(Working data)

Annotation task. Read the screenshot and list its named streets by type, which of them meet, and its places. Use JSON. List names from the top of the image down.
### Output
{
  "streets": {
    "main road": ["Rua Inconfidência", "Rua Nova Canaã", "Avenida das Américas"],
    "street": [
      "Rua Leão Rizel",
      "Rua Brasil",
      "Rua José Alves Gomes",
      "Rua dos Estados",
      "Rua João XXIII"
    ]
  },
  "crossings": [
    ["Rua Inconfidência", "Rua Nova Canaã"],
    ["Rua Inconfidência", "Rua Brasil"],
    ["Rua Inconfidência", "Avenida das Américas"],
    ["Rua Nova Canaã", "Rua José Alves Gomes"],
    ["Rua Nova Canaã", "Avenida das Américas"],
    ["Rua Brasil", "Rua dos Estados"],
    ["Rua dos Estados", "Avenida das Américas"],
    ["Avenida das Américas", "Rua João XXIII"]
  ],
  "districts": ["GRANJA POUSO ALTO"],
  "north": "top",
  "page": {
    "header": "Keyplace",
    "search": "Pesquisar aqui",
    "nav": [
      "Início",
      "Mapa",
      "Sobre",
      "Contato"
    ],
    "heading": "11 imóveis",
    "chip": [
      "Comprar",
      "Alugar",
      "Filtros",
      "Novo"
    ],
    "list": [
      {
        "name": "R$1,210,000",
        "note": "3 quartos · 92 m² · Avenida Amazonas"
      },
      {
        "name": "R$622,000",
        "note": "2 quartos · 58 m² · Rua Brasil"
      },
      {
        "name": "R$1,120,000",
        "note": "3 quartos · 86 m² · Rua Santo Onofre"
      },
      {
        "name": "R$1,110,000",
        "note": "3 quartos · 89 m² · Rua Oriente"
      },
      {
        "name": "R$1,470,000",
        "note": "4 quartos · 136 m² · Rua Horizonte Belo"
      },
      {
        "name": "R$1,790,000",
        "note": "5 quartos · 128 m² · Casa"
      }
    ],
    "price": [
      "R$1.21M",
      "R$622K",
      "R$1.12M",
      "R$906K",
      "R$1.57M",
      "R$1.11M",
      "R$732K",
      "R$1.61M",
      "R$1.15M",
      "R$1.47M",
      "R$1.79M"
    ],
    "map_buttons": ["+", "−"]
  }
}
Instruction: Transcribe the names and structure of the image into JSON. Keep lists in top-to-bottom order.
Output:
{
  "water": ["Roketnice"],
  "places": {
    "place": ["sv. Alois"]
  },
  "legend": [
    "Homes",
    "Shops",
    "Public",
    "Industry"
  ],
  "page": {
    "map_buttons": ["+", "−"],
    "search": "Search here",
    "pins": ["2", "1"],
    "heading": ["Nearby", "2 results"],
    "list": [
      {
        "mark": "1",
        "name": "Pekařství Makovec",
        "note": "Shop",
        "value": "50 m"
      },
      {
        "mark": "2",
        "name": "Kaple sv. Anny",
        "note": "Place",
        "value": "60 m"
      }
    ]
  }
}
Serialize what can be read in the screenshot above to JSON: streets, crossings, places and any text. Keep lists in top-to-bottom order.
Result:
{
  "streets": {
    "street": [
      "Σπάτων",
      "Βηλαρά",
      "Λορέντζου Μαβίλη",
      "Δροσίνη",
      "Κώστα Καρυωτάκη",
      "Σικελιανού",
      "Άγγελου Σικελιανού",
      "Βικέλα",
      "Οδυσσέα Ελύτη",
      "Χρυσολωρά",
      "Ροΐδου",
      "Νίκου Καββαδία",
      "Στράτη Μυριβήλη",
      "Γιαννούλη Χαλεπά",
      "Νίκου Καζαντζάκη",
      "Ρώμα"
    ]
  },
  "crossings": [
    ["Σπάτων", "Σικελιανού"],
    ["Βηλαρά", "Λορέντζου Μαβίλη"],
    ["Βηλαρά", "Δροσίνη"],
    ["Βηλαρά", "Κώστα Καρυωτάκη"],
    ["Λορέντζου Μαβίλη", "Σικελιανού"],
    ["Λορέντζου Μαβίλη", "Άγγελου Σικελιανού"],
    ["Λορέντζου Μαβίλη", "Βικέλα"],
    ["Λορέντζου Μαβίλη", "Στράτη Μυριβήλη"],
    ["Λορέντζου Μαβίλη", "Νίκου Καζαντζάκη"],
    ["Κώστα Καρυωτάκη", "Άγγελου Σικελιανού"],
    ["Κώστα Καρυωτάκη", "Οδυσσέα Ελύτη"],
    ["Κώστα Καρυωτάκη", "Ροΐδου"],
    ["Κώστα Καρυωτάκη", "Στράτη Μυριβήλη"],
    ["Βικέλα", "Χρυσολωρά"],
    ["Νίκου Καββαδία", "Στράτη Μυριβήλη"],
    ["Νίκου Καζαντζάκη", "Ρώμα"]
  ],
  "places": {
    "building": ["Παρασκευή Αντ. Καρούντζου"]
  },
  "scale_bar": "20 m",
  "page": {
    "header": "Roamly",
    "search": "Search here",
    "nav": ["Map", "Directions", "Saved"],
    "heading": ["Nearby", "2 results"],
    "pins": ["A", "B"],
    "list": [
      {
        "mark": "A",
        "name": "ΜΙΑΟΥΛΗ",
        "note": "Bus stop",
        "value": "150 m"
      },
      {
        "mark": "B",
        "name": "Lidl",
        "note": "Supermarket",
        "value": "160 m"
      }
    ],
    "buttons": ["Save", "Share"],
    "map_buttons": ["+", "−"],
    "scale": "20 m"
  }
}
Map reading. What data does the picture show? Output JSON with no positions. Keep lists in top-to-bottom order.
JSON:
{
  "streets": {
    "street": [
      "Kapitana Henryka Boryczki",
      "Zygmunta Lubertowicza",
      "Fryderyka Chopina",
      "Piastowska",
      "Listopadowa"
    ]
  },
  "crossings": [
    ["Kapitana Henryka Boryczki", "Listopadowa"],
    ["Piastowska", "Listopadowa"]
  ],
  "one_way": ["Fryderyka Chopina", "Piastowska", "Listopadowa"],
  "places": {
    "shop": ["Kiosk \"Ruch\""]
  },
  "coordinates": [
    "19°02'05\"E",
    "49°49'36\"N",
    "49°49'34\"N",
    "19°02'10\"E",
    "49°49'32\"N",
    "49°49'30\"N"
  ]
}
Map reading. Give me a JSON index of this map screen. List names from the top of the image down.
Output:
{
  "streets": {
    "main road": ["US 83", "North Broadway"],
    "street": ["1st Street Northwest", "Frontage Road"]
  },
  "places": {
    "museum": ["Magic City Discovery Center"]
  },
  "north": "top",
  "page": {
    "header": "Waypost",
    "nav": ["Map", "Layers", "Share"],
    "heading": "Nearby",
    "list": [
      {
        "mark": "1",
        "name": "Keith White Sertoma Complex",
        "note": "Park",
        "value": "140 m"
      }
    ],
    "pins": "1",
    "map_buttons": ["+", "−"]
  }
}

(End Working data)

**Task directions**
Type out the entries exactly as they appear above.

**Written response**
Annotation task. Read the screenshot and list its named streets by type, which of them meet, and its places. Use JSON. List names from the top of the image down.
### Output
{
  "streets": {
    "main road": ["Rua Inconfidência", "Rua Nova Canaã", "Avenida das Américas"],
    "street": [
      "Rua Leão Rizel",
      "Rua Brasil",
      "Rua José Alves Gomes",
      "Rua dos Estados",
      "Rua João XXIII"
    ]
  },
  "crossings": [
    ["Rua Inconfidência", "Rua Nova Canaã"],
    ["Rua Inconfidência", "Rua Brasil"],
    ["Rua Inconfidência", "Avenida das Américas"],
    ["Rua Nova Canaã", "Rua José Alves Gomes"],
    ["Rua Nova Canaã", "Avenida das Américas"],
    ["Rua Brasil", "Rua dos Estados"],
    ["Rua dos Estados", "Avenida das Américas"],
    ["Avenida das Américas", "Rua João XXIII"]
  ],
  "districts": ["GRANJA POUSO ALTO"],
  "north": "top",
  "page": {
    "header": "Keyplace",
    "search": "Pesquisar aqui",
    "nav": [
      "Início",
      "Mapa",
      "Sobre",
      "Contato"
    ],
    "heading": "11 imóveis",
    "chip": [
      "Comprar",
      "Alugar",
      "Filtros",
      "Novo"
    ],
    "list": [
      {
        "name": "R$1,210,000",
        "note": "3 quartos · 92 m² · Avenida Amazonas"
      },
      {
        "name": "R$622,000",
        "note": "2 quartos · 58 m² · Rua Brasil"
      },
      {
        "name": "R$1,120,000",
        "note": "3 quartos · 86 m² · Rua Santo Onofre"
      },
      {
        "name": "R$1,110,000",
        "note": "3 quartos · 89 m² · Rua Oriente"
      },
      {
        "name": "R$1,470,000",
        "note": "4 quartos · 136 m² · Rua Horizonte Belo"
      },
      {
        "name": "R$1,790,000",
        "note": "5 quartos · 128 m² · Casa"
      }
    ],
    "price": [
      "R$1.21M",
      "R$622K",
      "R$1.12M",
      "R$906K",
      "R$1.57M",
      "R$1.11M",
      "R$732K",
      "R$1.61M",
      "R$1.15M",
      "R$1.47M",
      "R$1.79M"
    ],
    "map_buttons": ["+", "−"]
  }
}
Instruction: Transcribe the names and structure of the image into JSON. Keep lists in top-to-bottom order.
Output:
{
  "water": ["Roketnice"],
  "places": {
    "place": ["sv. Alois"]
  },
  "legend": [
    "Homes",
    "Shops",
    "Public",
    "Industry"
  ],
  "page": {
    "map_buttons": ["+", "−"],
    "search": "Search here",
    "pins": ["2", "1"],
    "heading": ["Nearby", "2 results"],
    "list": [
      {
        "mark": "1",
        "name": "Pekařství Makovec",
        "note": "Shop",
        "value": "50 m"
      },
      {
        "mark": "2",
        "name": "Kaple sv. Anny",
        "note": "Place",
        "value": "60 m"
      }
    ]
  }
}
Serialize what can be read in the screenshot above to JSON: streets, crossings, places and any text. Keep lists in top-to-bottom order.
Result:
{
  "streets": {
    "street": [
      "Σπάτων",
      "Βηλαρά",
      "Λορέντζου Μαβίλη",
      "Δροσίνη",
      "Κώστα Καρυωτάκη",
      "Σικελιανού",
      "Άγγελου Σικελιανού",
      "Βικέλα",
      "Οδυσσέα Ελύτη",
      "Χρυσολωρά",
      "Ροΐδου",
      "Νίκου Καββαδία",
      "Στράτη Μυριβήλη",
      "Γιαννούλη Χαλεπά",
      "Νίκου Καζαντζάκη",
      "Ρώμα"
    ]
  },
  "crossings": [
    ["Σπάτων", "Σικελιανού"],
    ["Βηλαρά", "Λορέντζου Μαβίλη"],
    ["Βηλαρά", "Δροσίνη"],
    ["Βηλαρά", "Κώστα Καρυωτάκη"],
    ["Λορέντζου Μαβίλη", "Σικελιανού"],
    ["Λορέντζου Μαβίλη", "Άγγελου Σικελιανού"],
    ["Λορέντζου Μαβίλη", "Βικέλα"],
    ["Λορέντζου Μαβίλη", "Στράτη Μυριβήλη"],
    ["Λορέντζου Μαβίλη", "Νίκου Καζαντζάκη"],
    ["Κώστα Καρυωτάκη", "Άγγελου Σικελιανού"],
    ["Κώστα Καρυωτάκη", "Οδυσσέα Ελύτη"],
    ["Κώστα Καρυωτάκη", "Ροΐδου"],
    ["Κώστα Καρυωτάκη", "Στράτη Μυριβήλη"],
    ["Βικέλα", "Χρυσολωρά"],
    ["Νίκου Καββαδία", "Στράτη Μυριβήλη"],
    ["Νίκου Καζαντζάκη", "Ρώμα"]
  ],
  "places": {
    "building": ["Παρασκευή Αντ. Καρούντζου"]
  },
  "scale_bar": "20 m",
  "page": {
    "header": "Roamly",
    "search": "Search here",
    "nav": ["Map", "Directions", "Saved"],
    "heading": ["Nearby", "2 results"],
    "pins": ["A", "B"],
    "list": [
      {
        "mark": "A",
        "name": "ΜΙΑΟΥΛΗ",
        "note": "Bus stop",
        "value": "150 m"
      },
      {
        "mark": "B",
        "name": "Lidl",
        "note": "Supermarket",
        "value": "160 m"
      }
    ],
    "buttons": ["Save", "Share"],
    "map_buttons": ["+", "−"],
    "scale": "20 m"
  }
}
Map reading. What data does the picture show? Output JSON with no positions. Keep lists in top-to-bottom order.
JSON:
{
  "streets": {
    "street": [
      "Kapitana Henryka Boryczki",
      "Zygmunta Lubertowicza",
      "Fryderyka Chopina",
      "Piastowska",
      "Listopadowa"
    ]
  },
  "crossings": [
    ["Kapitana Henryka Boryczki", "Listopadowa"],
    ["Piastowska", "Listopadowa"]
  ],
  "one_way": ["Fryderyka Chopina", "Piastowska", "Listopadowa"],
  "places": {
    "shop": ["Kiosk \"Ruch\""]
  },
  "coordinates": [
    "19°02'05\"E",
    "49°49'36\"N",
    "49°49'34\"N",
    "19°02'10\"E",
    "49°49'32\"N",
    "49°49'30\"N"
  ]
}
Map reading. Give me a JSON index of this map screen. List names from the top of the image down.
Output:
{
  "streets": {
    "main road": ["US 83", "North Broadway"],
    "street": ["1st Street Northwest", "Frontage Road"]
  },
  "places": {
    "museum": ["Magic City Discovery Center"]
  },
  "north": "top",
  "page": {
    "header": "Waypost",
    "nav": ["Map", "Layers", "Share"],
    "heading": "Nearby",
    "list": [
      {
        "mark": "1",
        "name": "Keith White Sertoma Complex",
        "note": "Park",
        "value": "140 m"
      }
    ],
    "pins": "1",
    "map_buttons": ["+", "−"]
  }
}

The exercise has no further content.